Landmark decision clears iiNet of liability in copyright infringement case.

Roadshow Films v iiNet (No. 3) [2010] FCA 24, was brought in the Federal Court by a group of 34 film producers against iiNet, Australia's third largest ISP. The film producers argued that iiNet had authorised the infringement of their copyright material by failing to take steps to prevent its subscribers from downloading movies and TV shows using BitTorrent, a peer-to peer file sharing system (the BitTorrent System).

The Australian Federation Against Copyright Theft (AFACT) had sent infringement notices to iiNet, attaching evidence that iiNet subscribers were using the BitTorrent System to infringe copyright. AFACT had demanded that iiNet suspend or terminate the infringing subscribers' internet service. It also proposed that iiNet block certain BitTorrent-related websites.
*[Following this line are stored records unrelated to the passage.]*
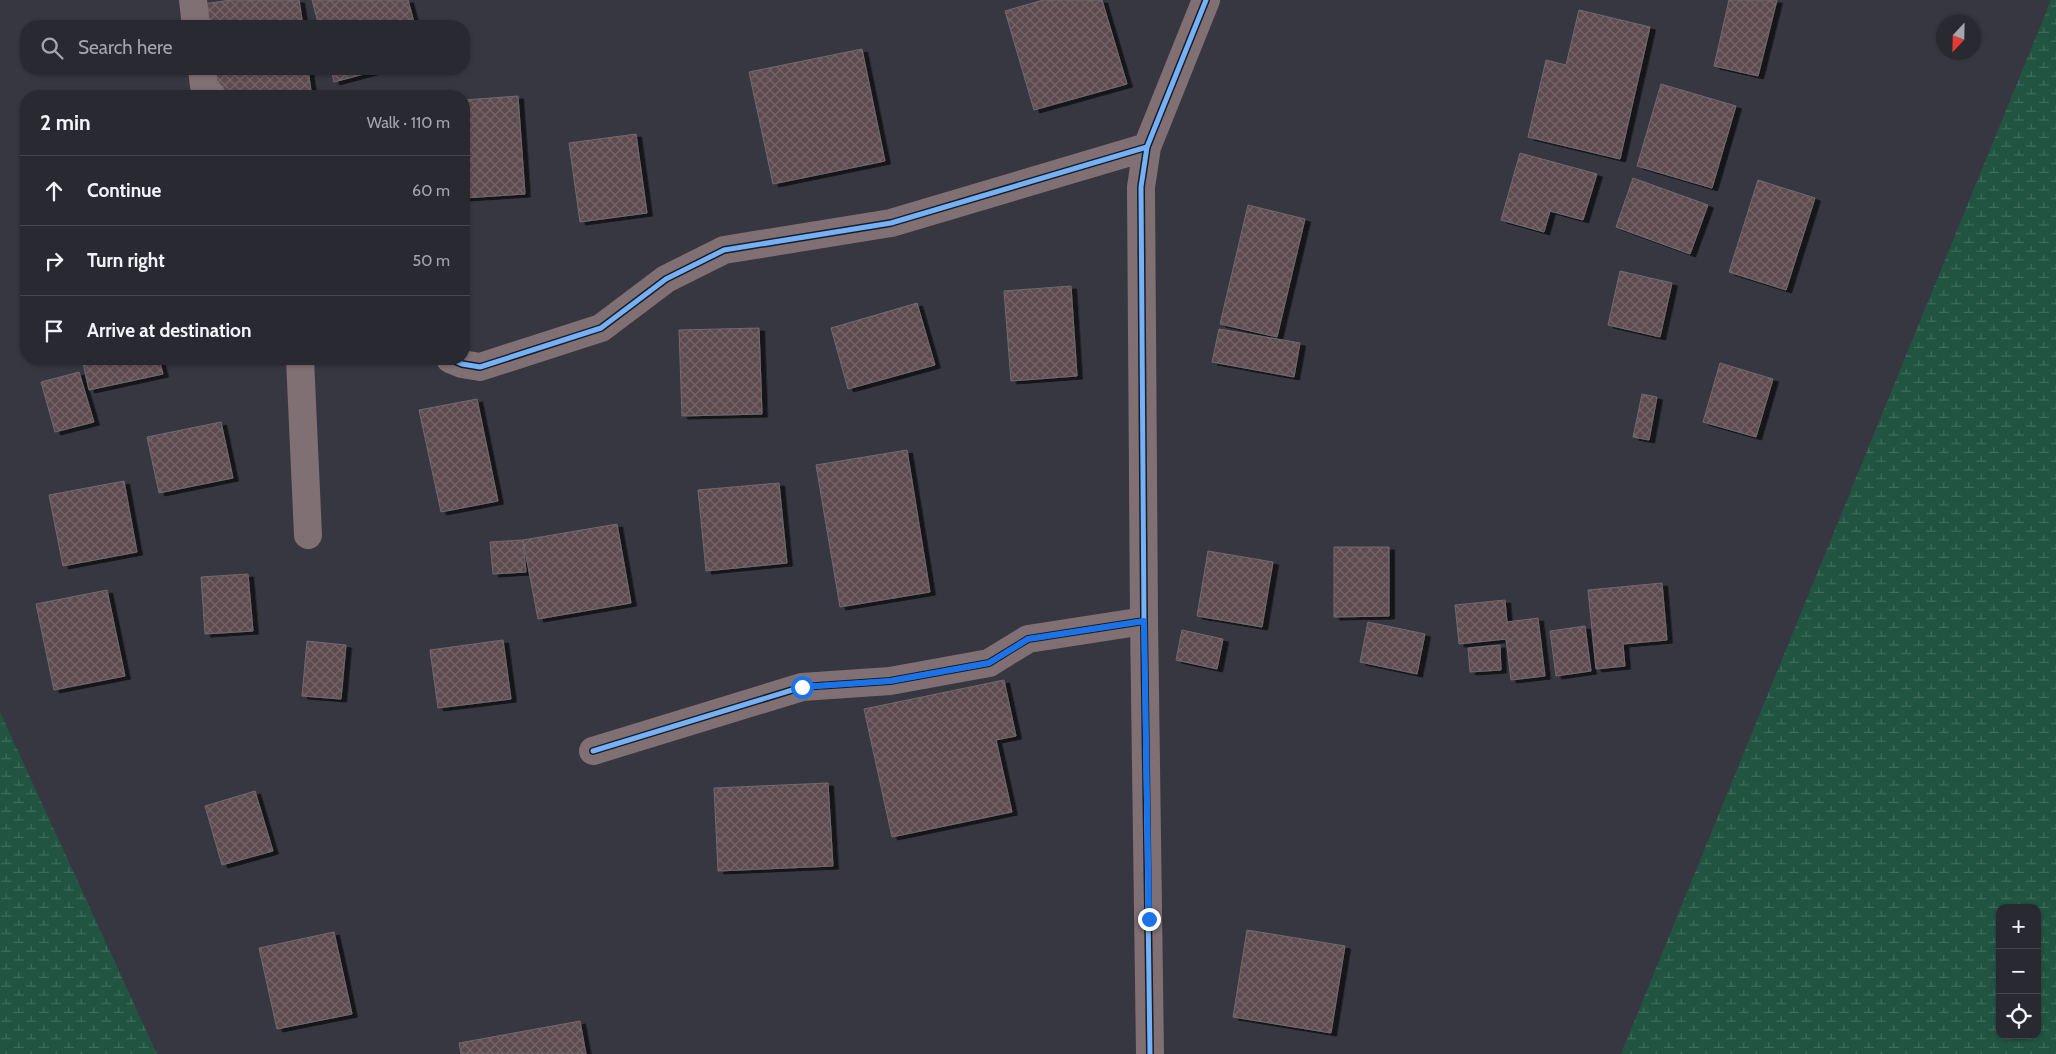 <!DOCTYPE html>
<html lang="en">
<head>
<meta charset="utf-8">
<style>
	body { margin:0; font-family:Cabin,sans-serif; background:#31313a; color:#f1f3f6 }
	.controls { position:absolute; right:15px; bottom:15px; display:grid; overflow:hidden; border-radius:10px; box-shadow:0 1px 4px #0004 }
	.controls button { width:45px; height:45px; display:grid; place-items:center; padding:0; border:0; border-bottom:1px solid #45454d; background:#292932; color:#f1f3f6; font:25px sans-serif }
	.compass { position:absolute; left:1936px; top:15px; width:45px; height:45px; border-radius:50%; background:#292932; box-shadow:0 1px 4px #0004; rotate:202deg }
	.stop { position:absolute; width:15px; height:15px; margin:-11px; border:4px solid #1a73e8; border-radius:50%; background:#fff }
	.stop.end { background:#1a73e8; border-color:#fff; box-shadow:0 1px 5px #0008 }
	.list { margin:0; padding:0; list-style:none }
	h2 { display:flex; justify-content:space-between; align-items:center; height:65px; margin:0; padding:0 20px; font-size:21px }
	h2 small { font-size:16px; font-weight:400; color:#a5a6ac }
	.list li { display:grid; grid-template-columns:32px 1fr auto; gap:15px; align-items:center; box-sizing:border-box; height:70px; padding:0 20px; border-top:1px solid #45454d }
	.list b { display:block; font-size:19px; white-space:nowrap }
	.list em { font-size:16px; font-style:normal; color:#a5a6ac }
	.icon { flex:none; width:28px; height:28px; fill:none; stroke:currentColor; stroke-width:2; stroke-linecap:round; stroke-linejoin:round }
	.map { position:relative; flex:none; width:2056px; height:1054px; overflow:hidden }
	.search { position:absolute; background:#292932; box-shadow:0 1px 4px #0004; left:20px; top:20px; width:450px; height:55px; display:flex; align-items:center; gap:12px; box-sizing:border-box; padding:0 18px; border-radius:20px; color:#a5a6ac; font-size:19px }
	.panel { position:absolute; background:#292932; box-shadow:0 1px 4px #0004; left:20px; top:90px; width:450px; height:275px; border-radius:20px }
	.map>svg:first-child { display:block }
	.wetland { fill:url(#wetland-marsh); fill-rule:evenodd }
	.building { fill:url(#building-cross-hatch); stroke:#706a6f; filter:url(#shadow) }
	.lines { fill:none; stroke-linecap:round; stroke-linejoin:round }
	.street { stroke:#807074; stroke-width:28 }
	.cycleway-casing { stroke:#1b1c25; stroke-width:8 }
	.cycleway { stroke:#73b2f8; stroke-width:5 }
	.route { stroke:#1a73e8; stroke-width:6 }
</style>
</head>
<body>
<div class="map">
<svg width="2056" height="1054" viewBox="0 0 2056 1054">
	<defs>
		<pattern id="wetland-marsh" width="20" height="14" patternUnits="userSpaceOnUse" patternTransform="scale(1.25)"><rect width="20" height="14" fill="#215441"/><path d="M1 5h8M5 5V1M11 12h8M15 12V8" fill="none" stroke="#406c5c"/></pattern>
		<pattern id="building-cross-hatch" width="8" height="8" patternUnits="userSpaceOnUse" patternTransform="scale(1.25)"><rect width="8" height="8" fill="#5d4c50"/><path d="M0 0l8 8M0 8l8-8" fill="none" stroke="#746569"/></pattern>
		<filter id="shadow"><feDropShadow dx="5.5" dy="3" stdDeviation="0" flood-color="#0009"/></filter>
	</defs>
	<rect width="100%" height="100%" fill="#373742"/>
	<path class="wetland" d="M2051,0H2056V1054H1621ZM2000,908H2037V1035H2000Z
		M0,712L157,1054H0Z"/>
	<path class="building" d="M231,0H299L303,26H206L203,4Z
		M312,0H408L415,26H319Z
		M1043,0H1102L1127,84L1034,110L1005,11Z
		M1729,0H1777L1758,76L1714,66Z
		M1579,10L1650,27L1620,159L1528,137L1546,60L1566,65Z
		M862,49L885,161L773,184L749,72Z
		M211,69H308L311,91L269,96H215Z
		M331,69H383L334,82Z
		M1661,84L1736,106L1712,188L1637,166Z
		M518,96L525,194L464,198V100Z
		M636,134L647,213L580,222L569,143Z
		M1520,153L1597,174L1583,220L1550,211L1544,232L1501,220Z
		M1633,178L1708,205L1690,254L1616,227Z
		M1758,180L1815,198L1786,290L1729,272Z
		M1248,205L1305,219L1277,337L1220,324Z
		M1620,271L1672,283L1660,337L1608,325Z
		M1071,286L1077,376L1011,381L1004,291Z
		M917,303L935,365L848,389L831,328Z
		M759,328L762,414L682,416L679,330Z
		M1219,329L1300,343L1294,377L1212,362Z
		M82,359H159L163,374L89,390Z
		M1720,363L1773,379L1756,437L1703,422Z
		M79,372L94,422L55,432L41,382Z
		M1642,394L1657,397L1649,440L1633,437Z
		M477,399L498,501L441,512L419,410Z
		M221,422L233,478L159,493L147,437Z
		M907,450L930,592L840,607L816,465Z
		M124,481L137,552L63,566L49,495Z
		M779,483L787,563L706,571L698,490Z
		M617,524L631,603L538,619L523,540Z
		M523,540L526,572L493,574L490,542Z
		M1334,547H1389V616L1334,617Z
		M1208,551L1273,562L1262,627L1197,616Z
		M248,574L253,631L205,634L201,577Z
		M1662,583L1667,640L1623,644L1625,666L1596,669L1588,590Z
		M107,590L125,676L54,690L36,604Z
		M1505,600L1507,622L1538,618L1545,676L1511,680L1506,639L1459,644L1455,605Z
		M1368,622L1425,634L1417,674L1360,662Z
		M1585,626L1591,671L1556,676L1550,631Z
		M1182,630L1223,639L1217,669L1176,660Z
		M503,640L511,699L438,708L430,650Z
		M307,641L346,645L341,699L302,696Z
		M1500,645L1501,670L1470,672L1468,648Z
		M1004,680L1016,736L996,740L1012,812L892,837L864,709Z
		M828,783L833,866L718,871L714,788Z
		M255,791L273,851L222,865L205,806Z
		M1247,930L1345,946L1331,1033L1233,1017Z
		M334,932L352,1014L277,1029L259,948Z
		M580,1021L586,1054H461L459,1043Z"/>
	<g class="lines">
		<path class="street" d="M193,0L196,26
			M202,69L204,86L212,96
			M300,359L308,535
			M450,359L462,364L480,367L601,328L666,279L724,250L891,223L1147,147
			M593,751L802,687L890,681L989,663L1028,639L1144,621
			M1150,1054L1144,621L1141,187L1147,147L1206,0"/>
		<g class="cycleway-casing">
			<path id="cycleway" d="M450,359L462,364L480,367L601,328L666,279L724,250L891,223L1147,147
				M593,751L802,687L890,681L989,663L1028,639L1144,621
				M1150,1054L1144,621L1141,187L1147,147L1206,0"/>
		</g>
		<use href="#cycleway" class="cycleway"/>
	</g>
	<g class="lines">
		<path class="route" d="M802,687L890,681L989,663L1028,639L1144,621L1149,919"/>
	</g>
</svg>
<div class="controls">
<button>+</button>
<button>−</button>
<button><svg class="icon" aria-label="locate" viewBox="0 0 24 24"><circle cx="12" cy="12" r="6"/><path d="M12 2v4M12 18v4M2 12h4M18 12h4"/></svg></button>
</div>
<svg class="compass" viewBox="-18 -18 36 36"><path d="M0-13l5 13h-10z" fill="#e53935"/><path d="M0 13l5-13h-10z" fill="#a5a6ac"/></svg>
<div class="stop" style="left:802px;top:687px"></div>
<div class="stop end" style="left:1149px;top:919px"></div>
<div class="search"><svg class="icon" aria-label="search" viewBox="0 0 24 24"><circle cx="10" cy="10" r="6"/><path d="M15 15l6 6"/></svg>Search here</div>
<section class="panel">
<h2>2 min<small>Walk · 110 m</small></h2>
<ul class="list">
<li><svg class="icon" aria-label="ahead" viewBox="0 0 24 24"><path d="M12 20V5M6 11l6-6 6 6"/></svg><div><b>Continue</b></div><em>60 m</em></li>
<li><svg class="icon" aria-label="right" viewBox="0 0 24 24"><path d="M7 20v-9h11M14 6l5 5-5 5"/></svg><div><b>Turn right</b></div><em>50 m</em></li>
<li><svg class="icon" aria-label="arrive" viewBox="0 0 24 24"><path d="M6 21V4h12l-3 4 3 4H6"/></svg><div><b>Arrive at destination</b></div></li>
</ul>
</section>
</div>
</body>
</html>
However, iiNet took the position that it was not required to respond to AFACT's demands.

The significance

This is the first Australian case about an ISP's liability for copyright infringement for peer-to-peer file sharing by its subscribers, and the first decision to consider the operation of the ISP 'safe harbour' provision in the Copyright Act 1968 in detail. These provisions limit the remedies a court can order against an ISP if the ISP takes certain mitigating steps, such as adopting a policy for terminating the accounts of repeat infringers.

The case was also the first Australian trial to be followed on Twitter, which the judge allowed due to the huge national and international interest in the case.

The issue

The central issue in this case was whether iiNet was liable for authorising infringements by its subscribers by failing to take steps to prevent infringements from occurring after it had been notified that its subscribers had been infringing.

The verdict

The court held that iiNet did not authorise users' infringements, despite being aware of the infringements occurring, because:

1. iiNet's provision of internet access was one of many 'necessary preconditions' for copyright infringement by its subscribers, but not the 'means' of infringement;

2. The 'means' of infringement was rather the use of the BitTorrent System, which was not provided by iiNet.
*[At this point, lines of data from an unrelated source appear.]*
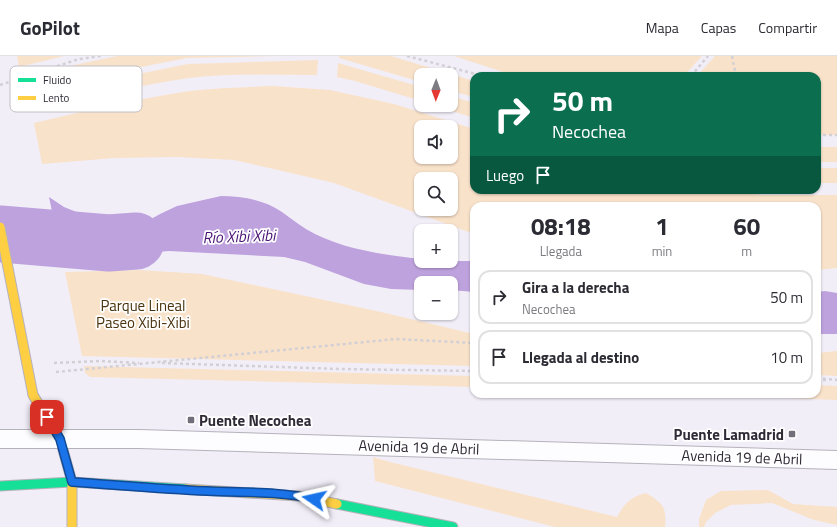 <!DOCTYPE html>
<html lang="es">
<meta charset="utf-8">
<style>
body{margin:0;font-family:"Titillium Web",sans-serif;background:#f7f7f7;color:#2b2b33;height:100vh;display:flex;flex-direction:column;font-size:15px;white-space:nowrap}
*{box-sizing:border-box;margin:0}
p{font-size:13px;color:#7c7c81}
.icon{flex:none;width:22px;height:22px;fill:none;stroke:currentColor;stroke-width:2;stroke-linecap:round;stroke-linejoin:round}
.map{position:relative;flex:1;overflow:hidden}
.panel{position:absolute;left:470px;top:146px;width:351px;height:196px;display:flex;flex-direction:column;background:#fff;border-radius:12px;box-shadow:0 1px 3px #0004}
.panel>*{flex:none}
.banner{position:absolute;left:470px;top:16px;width:351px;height:122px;border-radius:12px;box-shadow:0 1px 3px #0004;background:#0b6e4f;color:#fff;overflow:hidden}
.needle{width:26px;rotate:181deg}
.buttons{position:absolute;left:414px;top:12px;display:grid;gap:8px}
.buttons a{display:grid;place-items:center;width:44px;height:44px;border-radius:8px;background:#fff;box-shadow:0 1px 3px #0004;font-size:20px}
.pin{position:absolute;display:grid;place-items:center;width:34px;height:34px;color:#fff;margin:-17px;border-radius:8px;box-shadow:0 2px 6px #0006}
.me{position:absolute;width:44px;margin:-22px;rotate:281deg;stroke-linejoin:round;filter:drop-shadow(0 0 3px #0008)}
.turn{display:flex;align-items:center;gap:14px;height:84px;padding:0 16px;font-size:18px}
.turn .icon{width:52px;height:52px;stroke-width:2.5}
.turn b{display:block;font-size:28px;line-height:34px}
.then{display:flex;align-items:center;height:38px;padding:0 16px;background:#0003;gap:8px;font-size:15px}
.eta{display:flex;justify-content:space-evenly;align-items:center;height:68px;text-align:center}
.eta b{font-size:24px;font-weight:700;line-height:28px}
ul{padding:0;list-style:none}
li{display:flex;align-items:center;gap:12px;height:54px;margin:0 8px 6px;padding:0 8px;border:2px solid #e1e1e2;border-radius:12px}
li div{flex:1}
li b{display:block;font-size:15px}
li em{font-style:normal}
header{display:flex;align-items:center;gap:24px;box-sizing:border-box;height:56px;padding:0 20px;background:#fff;border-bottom:1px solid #e1e1e2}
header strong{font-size:19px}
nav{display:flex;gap:22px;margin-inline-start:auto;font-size:14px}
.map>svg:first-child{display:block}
.green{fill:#f9e2ca;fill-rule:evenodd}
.water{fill:#bea2de}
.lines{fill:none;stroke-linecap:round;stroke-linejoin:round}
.river{stroke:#bea2de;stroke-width:57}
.lane-casing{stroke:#b6b2bc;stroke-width:20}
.fast-casing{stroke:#b6b2bc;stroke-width:11}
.slow-casing{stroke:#b6b2bc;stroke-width:11}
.path{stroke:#d3d0d5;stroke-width:2.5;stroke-dasharray:3 3;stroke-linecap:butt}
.lane{stroke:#fdfcfe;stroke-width:18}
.fast{stroke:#16e098;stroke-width:9}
.slow{stroke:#ffcf43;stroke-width:9}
.slow-bridge-casing{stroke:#b6b2bc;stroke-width:11;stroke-linecap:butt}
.slow-bridge{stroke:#ffcf43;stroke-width:9}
.route-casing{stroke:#114b97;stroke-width:10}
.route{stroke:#1a73e8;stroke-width:7}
.poi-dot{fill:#736f7a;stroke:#fff;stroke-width:1.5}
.labels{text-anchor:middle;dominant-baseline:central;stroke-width:3.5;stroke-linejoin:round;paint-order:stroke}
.park-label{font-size:15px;fill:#49320d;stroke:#fff}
.poi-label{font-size:15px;font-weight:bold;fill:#2f2a36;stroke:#fff;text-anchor:start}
.street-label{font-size:15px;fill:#2f2a36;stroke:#fff}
.water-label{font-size:16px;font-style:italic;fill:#4b1575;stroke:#fff}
.key{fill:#fff;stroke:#c1bfc3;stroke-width:1}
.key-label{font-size:11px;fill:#2f2a36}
</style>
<header>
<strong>GoPilot</strong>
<nav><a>Mapa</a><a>Capas</a><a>Compartir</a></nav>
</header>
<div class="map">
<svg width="837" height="471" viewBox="0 0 837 471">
<rect width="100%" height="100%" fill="#f2eef8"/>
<!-- green -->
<path class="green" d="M17,0H64L19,11Z
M117,0H277L187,2L55,28L62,13L65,11Z
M339,0H391L474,25V41L451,35V19H421V26L339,2Z
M454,0H702L684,20H515Z
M715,0H837V79H817V20H697Z
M318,4L317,19C274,19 232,17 189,22C146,28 104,38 61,47L54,45L52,40L53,35L188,8Z
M338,7L421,31V45L355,25L337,21Z
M274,30L330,34L394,48L474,73V134H720L765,139H837V212L817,214V150H474V178L334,127L234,104L178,101L115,102L42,108L34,67C85,55 137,43 189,35C217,32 246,31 274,30ZM421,71H451V101H421ZM421,123H451V153H421Z
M451,40L474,47V62L433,49H451Z
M817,91H837V106H817Z
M817,112H837V127H817Z
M139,214L202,218L381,256L474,278V310L82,300L65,216Z
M837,295V320L817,319V297Z
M84,310L474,320V331L90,321L85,317Z
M817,329L837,330V344L685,338H817Z
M373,401L390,406L617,461C624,448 630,441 646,437C662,447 667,450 665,471H555L375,425Z
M768,434L793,448L837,451V469L814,464L772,447L731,449L715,457L706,466L704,471H699V463L706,444L721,435Z"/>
<!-- water -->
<path class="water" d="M221,140C242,140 264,144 282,156C293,164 303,172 315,178C347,194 386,199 421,203V205H474V236L451,234V227H421V234L391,233L364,228L305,206L284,201L169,195L82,202L62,203L49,141L64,151L89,161L120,168L151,163L160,158L177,150Z
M825,235L837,237V278H817V236Z"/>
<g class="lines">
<!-- river -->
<path class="river" d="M0,178L109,187L136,185"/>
<defs>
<path id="lane" d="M0,383H139L837,404"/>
<path id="fast" d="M0,430L72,426L186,433
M337,448L453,471"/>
<path id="slow" d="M33,339L60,383L72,426V471
M186,433L298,440L337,448"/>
</defs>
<!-- lane casing -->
<use href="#lane" class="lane-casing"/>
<!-- fast casing -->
<use href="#fast" class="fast-casing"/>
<!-- slow casing -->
<use href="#slow" class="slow-casing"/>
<!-- path -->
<path class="path" d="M407,0L483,20
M732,0L736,20
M691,20L708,0
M0,29L79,3L101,0
M817,79H837
M54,307L100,305L139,307
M162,307L340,313L474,315
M56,316L396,283L474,287
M817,322L837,324
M817,324H828"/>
<!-- lane -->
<use href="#lane" class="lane"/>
<!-- fast -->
<use href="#fast" class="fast"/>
<!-- slow -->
<use href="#slow" class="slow"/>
<defs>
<path id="slow-bridge" d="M0,171L33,339"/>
</defs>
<!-- slow-bridge casing -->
<use href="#slow-bridge" class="slow-bridge-casing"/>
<!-- slow-bridge -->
<use href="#slow-bridge" class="slow-bridge"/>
</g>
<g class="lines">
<defs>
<path id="route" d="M47,361L60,383L72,426C117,429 162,433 207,435C242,437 279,435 314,443"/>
</defs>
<!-- route casing -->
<use href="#route" class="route-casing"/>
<!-- route -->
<use href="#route" class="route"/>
</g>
<!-- markers -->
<g class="poi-dot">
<rect x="187" y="360" width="8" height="8" rx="2"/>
<rect x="788" y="374" width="8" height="8" rx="2"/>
</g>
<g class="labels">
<!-- park labels -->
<g class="park-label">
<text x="143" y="249">Parque Lineal<tspan x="143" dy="17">Paseo Xibi-Xibi</tspan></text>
</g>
<!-- poi labels -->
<g class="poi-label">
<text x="199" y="364">Puente Necochea</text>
<text x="784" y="378" text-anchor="end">Puente Lamadrid</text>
</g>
<!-- street labels -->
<g class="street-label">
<text transform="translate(419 391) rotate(2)">Avenida 19 de Abril</text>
<text transform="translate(742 401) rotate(2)">Avenida 19 de Abril</text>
</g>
<!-- water labels -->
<g class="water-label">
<text transform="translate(239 180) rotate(-2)">Río Xibi Xibi</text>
</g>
</g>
<!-- legend -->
<rect x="10" y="10" width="132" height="46" rx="6" class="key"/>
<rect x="18" y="22" width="18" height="4" fill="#16e098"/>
<rect x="18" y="40" width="18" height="4" fill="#ffcf43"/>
<g class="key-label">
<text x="43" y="28">Fluido</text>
<text x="43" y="46">Lento</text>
</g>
</svg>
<div class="buttons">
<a><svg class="needle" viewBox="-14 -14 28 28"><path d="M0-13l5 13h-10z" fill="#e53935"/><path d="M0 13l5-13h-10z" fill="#7c7c81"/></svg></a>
<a><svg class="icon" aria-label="sound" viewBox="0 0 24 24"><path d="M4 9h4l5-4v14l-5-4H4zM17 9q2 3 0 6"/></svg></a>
<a><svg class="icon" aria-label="search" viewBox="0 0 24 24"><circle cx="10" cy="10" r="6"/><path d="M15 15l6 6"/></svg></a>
<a>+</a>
<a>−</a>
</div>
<div class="pin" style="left:47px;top:361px;background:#d93025"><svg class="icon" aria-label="arrive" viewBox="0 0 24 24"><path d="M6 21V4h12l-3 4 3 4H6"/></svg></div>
<svg class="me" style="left:314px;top:443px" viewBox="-20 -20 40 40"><path d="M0-17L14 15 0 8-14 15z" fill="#1a73e8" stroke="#fff" stroke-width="4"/></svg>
<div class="banner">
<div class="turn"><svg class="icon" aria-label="right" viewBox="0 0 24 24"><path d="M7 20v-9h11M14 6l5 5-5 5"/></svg><div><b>50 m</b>Necochea</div></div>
<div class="then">Luego<svg class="icon" aria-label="arrive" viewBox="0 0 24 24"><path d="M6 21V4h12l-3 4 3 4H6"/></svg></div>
</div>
<section class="panel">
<div class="eta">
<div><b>08:18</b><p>Llegada</p></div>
<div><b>1</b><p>min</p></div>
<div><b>60</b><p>m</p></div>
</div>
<ul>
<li><svg class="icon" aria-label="right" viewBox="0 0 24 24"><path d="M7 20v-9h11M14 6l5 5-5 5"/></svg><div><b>Gira a la derecha</b><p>Necochea</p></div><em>50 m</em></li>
<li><svg class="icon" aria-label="arrive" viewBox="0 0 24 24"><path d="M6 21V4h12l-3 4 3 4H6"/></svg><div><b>Llegada al destino</b></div><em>10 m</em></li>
</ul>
</section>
</div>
3. iiNet did not have the 'power to prevent' infringements that is required for liability for authorisation; and

4. iiNet, by merely providing access to the internet, did not 'sanction' or 'countenance' the infringing acts.

The court then went on to say that if iiNet had been liable for authorisation, it would haven been covered by the 'safe harbour' provisions. In this case, the court held that iiNet had such a policy, even though it was informal and not in writing. It went on to find that iiNet's refusal to 'warn, suspend and terminate' its subscribers, as demanded by AFACT, was reasonable.

The film producers have lodged an appeal of the decision to the Full Court of the Federal Court, but the appeal has not been heard at the time of writing.

Online copyright infringement- can it be stopped ?

The iiNet case raises important questions about the role and responsibilities of intermediaries in online infringement. But are there ways to reduce the risk of online piracy ?

Some say the solution to online copyright infringement lies in developing new business models that offer legitimate access to digital content. It remains our view that copyright infringement will remain a problem until and unless market failure issues are addressed - by a proliferation of low-cost, accessible, alternative, lawful ways of accessing the kind of content that internet users are crying out for.

The IIA says it is ready to do what it can to act as a catalyst for new commercial models whereby win/win outcomes for the content owners and internet users can be reached. It seems that this would be essential for the digital economy to survive.

An example of one new commercial model is Guvera, a new website launched in March 2010 which offers free music downloads to Australians on the proviso that they view advertisements which are tailored to the personal details that the user provides. The advertising revenue is then used to pay rights-holders for every free download. According to its website, 'Guvera provides a search engine for consumers to find content, while dynamically matching advertisers that will pay for that content.'

But should the onus fall predominately with rights holders to create a solution? A different approach, which is espoused by the Music Industry Piracy Investigations is that we need to look at the Australian government to help achieve an effective solution to illegal P2P( peer-to-peer) file sharing and other forms of digital privacy. The creative industries are dependant on the protection of intellectual property rights, but are seeing their rights, revenues and investments eroded by widespread digital piracy.

A key focus of the debate has been peer-to-peer networks which allow users to share files, such as the BitTorrent System. Should this type of technology be banned? Arguably not. The issue is not a technological one. Contrary to popular views, BitTorrent does not offer its users anonymity. It is possible to obtain the IP addresses of all current and possibly previous participants.